Republican George Allen is trying to redeem his political career and win back the Senate seat he lost six years ago in a chaotic, slur-stained campaign against Democrat Jim Webb. His simple strategy: If Obama falls, Democrat Tim Kaine falls with him.
Kaine was Obama's hand-picked chairman of the Democratic National Committee for two years. Their fates in November are linked in a state that both parties consider critical to winning the White House and controlling the Senate.
That makes Virginia the perfect spending target for big-spending political groups on each party's side, a chance to bag two opponents at once using the same dollars. As go Obama and Republican Mitt Romney in the president race, so go Kane and Allen.
Allen denies Kaine even the Virginia courtesy of addressing those who've held their office as "governor," calling him instead "Chairman Kaine," a derisive reference to his two years as head of the Democratic Party, one of them during his final year as governor. An Allen billboard in rural areas is even blunter: "Obama's senator, not Virginia's."

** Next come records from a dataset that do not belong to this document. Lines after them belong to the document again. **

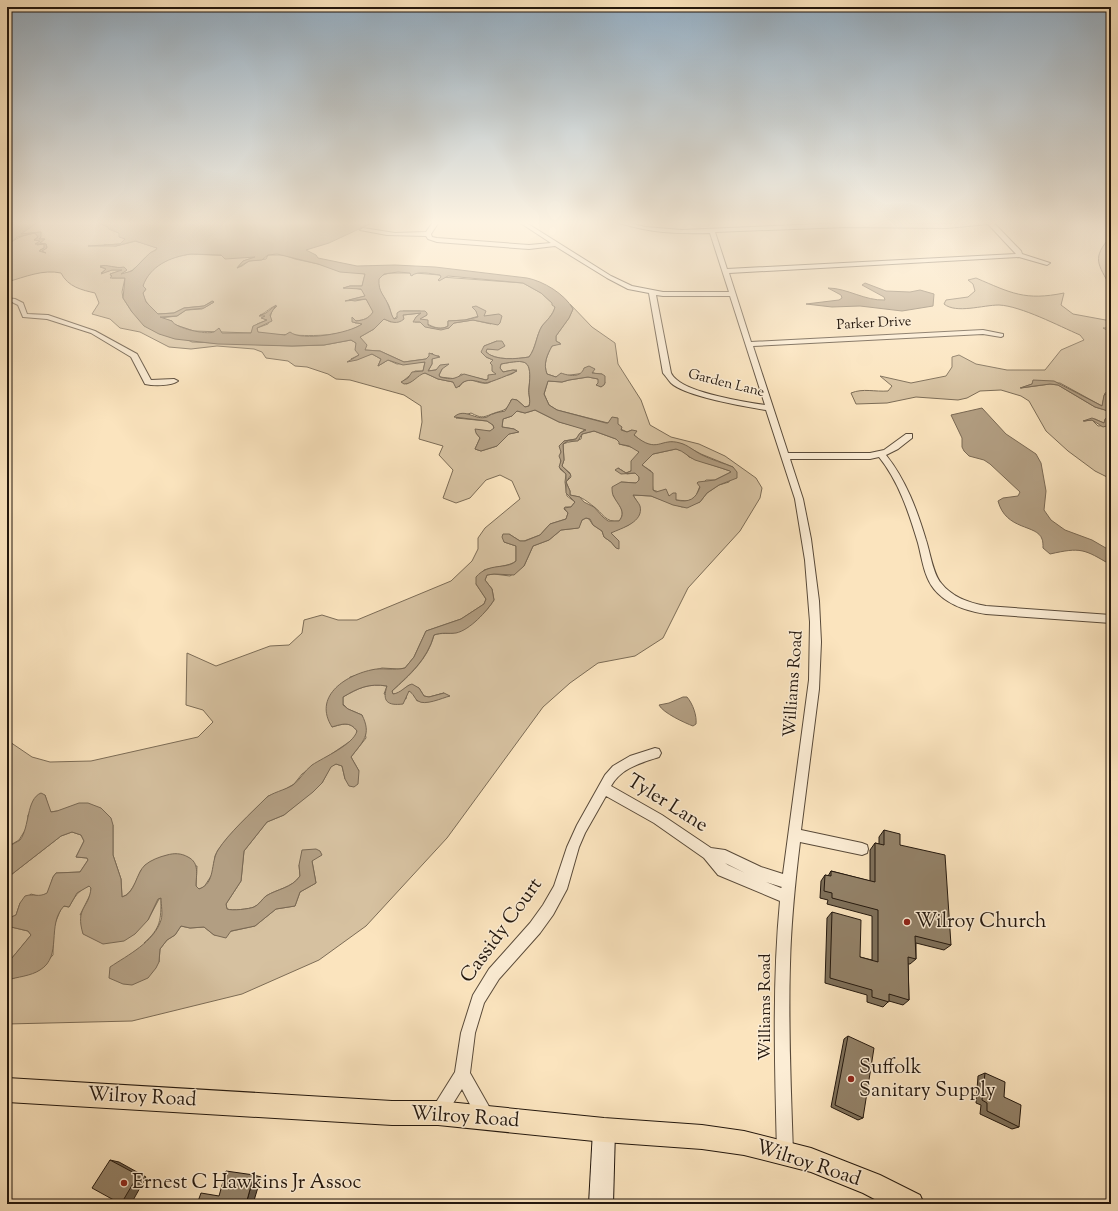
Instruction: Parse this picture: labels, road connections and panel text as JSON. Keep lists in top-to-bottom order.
{
  "streets": {
    "main road": ["Wilroy Road"],
    "street": [
      "Parker Drive",
      "Garden Lane",
      "Williams Road",
      "Tyler Lane",
      "Cassidy Court"
    ]
  },
  "crossings": [
    ["Parker Drive", "Williams Road"],
    ["Garden Lane", "Williams Road"],
    ["Williams Road", "Tyler Lane"],
    ["Williams Road", "Wilroy Road"],
    ["Tyler Lane", "Cassidy Court"],
    ["Cassidy Court", "Wilroy Road"]
  ],
  "places": ["Wilroy Church", "Suffolk Sanitary Supply", "Ernest C Hawkins Jr Assoc"]
}
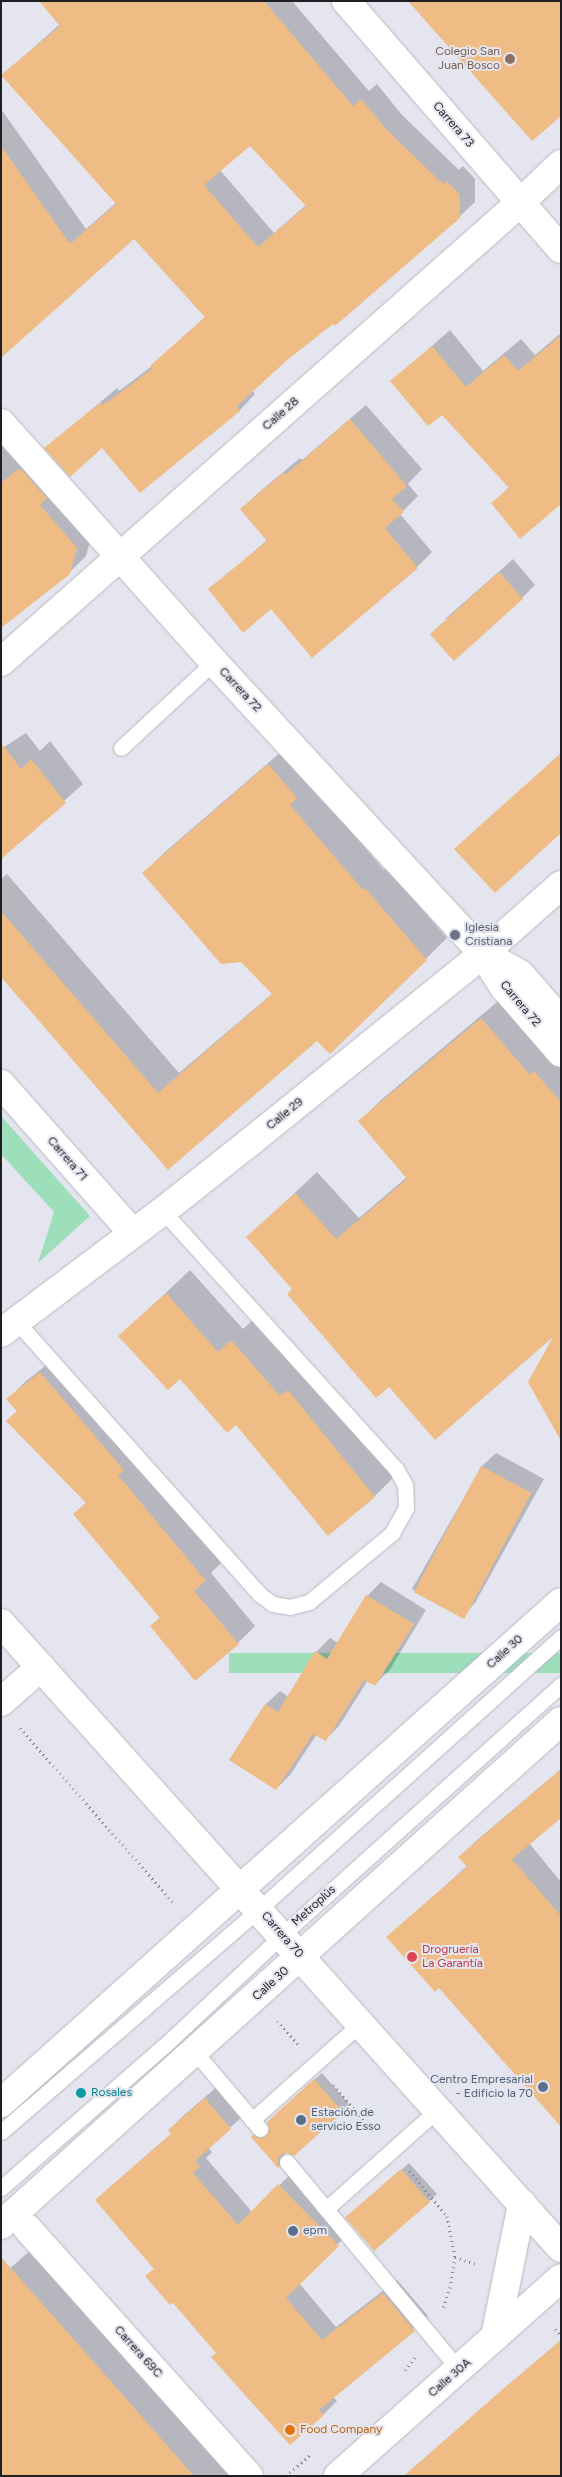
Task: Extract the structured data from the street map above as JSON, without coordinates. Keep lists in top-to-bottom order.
{
  "streets": {
    "street": [
      "Carrera 73",
      "Calle 28",
      "Carrera 72",
      "Calle 29",
      "Carrera 71",
      "Calle 30",
      "Carrera 70",
      "Carrera 69C",
      "Calle 30A"
    ],
    "lane": ["Metroplús"]
  },
  "crossings": [
    ["Carrera 73", "Calle 28"],
    ["Calle 28", "Carrera 72"],
    ["Carrera 72", "Calle 29"],
    ["Calle 29", "Carrera 71"],
    ["Calle 30", "Carrera 70"],
    ["Calle 30", "Carrera 69C"],
    ["Metroplús", "Carrera 70"]
  ],
  "places": [
    "Colegio San Juan Bosco",
    "Iglesia Cristiana",
    "Drogruería La Garantía",
    "Centro Empresarial - Edificio la 70",
    "Rosales",
    "Estación de servicio Esso",
    "epm",
    "Food Company"
  ]
}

"Look, for a quarter of his term as governor, he took on the most partisan job in our country," Allen said in a telephone interview. "He was President Obama's hand-picked chairman, and he's been an advocate for all the significant agenda items of the Obama administration."
Kaine has never tried to disown Obama, though they disagree on several issues. He chafes at assertions by Allen and others that the two are joined at the hip.